El guachimán de la mañana nos despertó a cachiporrazo limpio, lo gramputeamos cuando estábamos a distancia prudente y mientras el nos devolvía el saludo cordial emprendimos por fin, el regreso a la casa de Carlos.

Al llegar, caí rendido en el jardín que daba a la ventana de su cuarto como habíamos convenido, el solo respirar me dejaba exhausto, Carlos ligero como si lo vivido esa noche hubiese sido sólo imaginación mía, subió las escaleras a grandes zancadas; le escuché golpear la puerta de su casa, y luego escuché los gritos desaforados de su madre -que imaginé vestida con bata y ruleros-, escuché incluso el ruido característico de la vajilla estrellándose contra la pared –o el piso- y después, el silencio absoluto.

Levanté la mirada con la esperanza de que Carlos una vez sorteada la vajilla haya logrado llegar a su cuarto con vida y asomara por la ventana con la preciada moneda. Mantuve la mirada fija por casi una hora, pero nadie apareció.

Tirado, extenuado y con el cuerpo molido sentí los primeros rayos del sol que calentaban mis pies, y sentí cómo esos rayos lentamente fueron avanzando hasta alcanzar mi rostro. Con supremo esfuerzo abrí mis ojos y descubrí que había empezado el verano, Lima sería a partir de ese momento otra ciudad. Por un lapso de casi tres meses cambiaría su rostro, se volvería una ciudad sofocante y festiva; empezaban las vacaciones y a mi esta ciudad extraña me encantaba.

Me levanté cuando era casi media mañana.

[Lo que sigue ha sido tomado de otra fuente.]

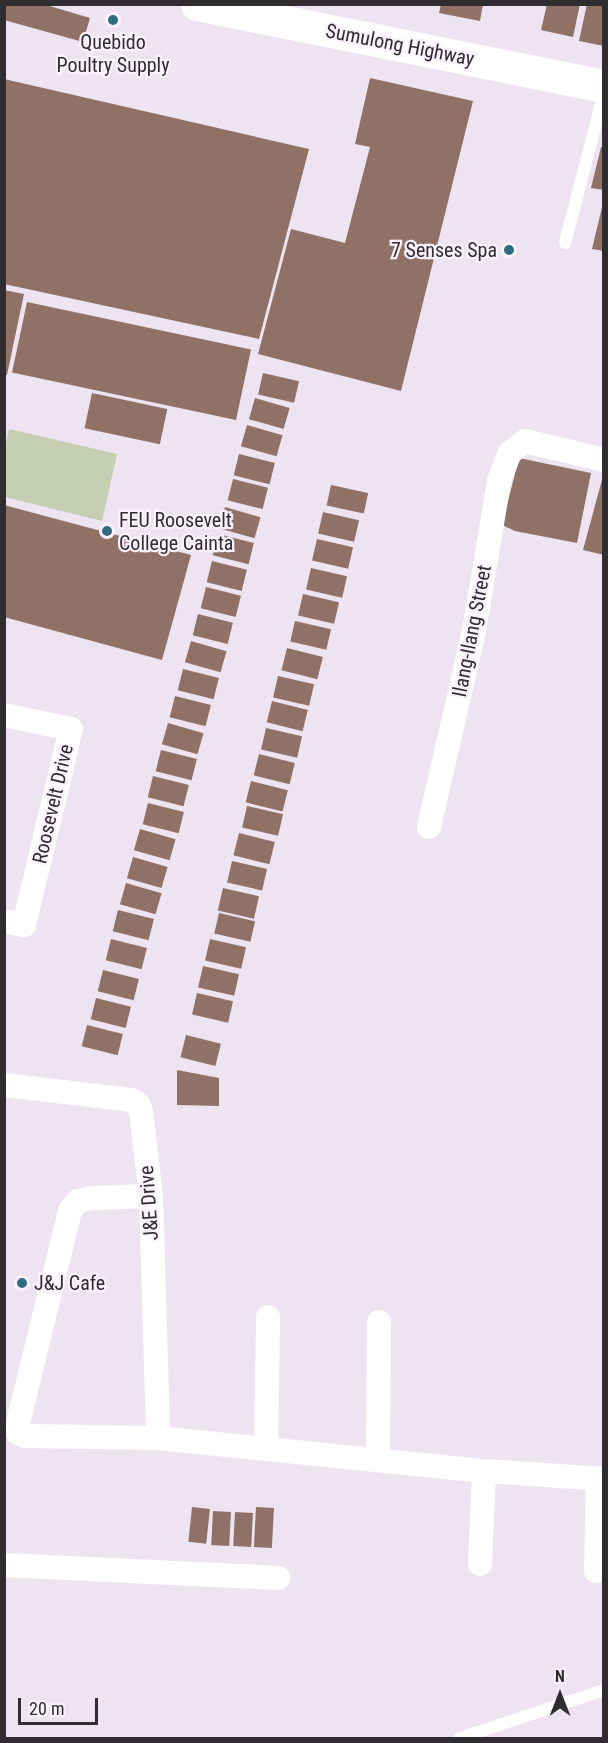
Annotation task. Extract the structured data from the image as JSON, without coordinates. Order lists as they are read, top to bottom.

Mientras caminaba saqué del bolsillo secreto de mi pantalón –porque yo siempre he sido muy precavido- el dinero que tenía guardado, llegué hasta la Panamericana sur, y tomé un taxi a casa. Mientras me sumergía en la gran avenida me pregunté porque había pasado semejante noche tortuosa sin motivo alguno, y recordé, como única respuesta, lo que me dijo Carlos mientras regresábamos a su casa:

-¿Tú sabes porqué en las películas la mejor canción la ponen al final, cuando salen las letritas?

-Ni idea.

-Porque siempre habrán unos pocos que sí estarán ahí para escucharlas.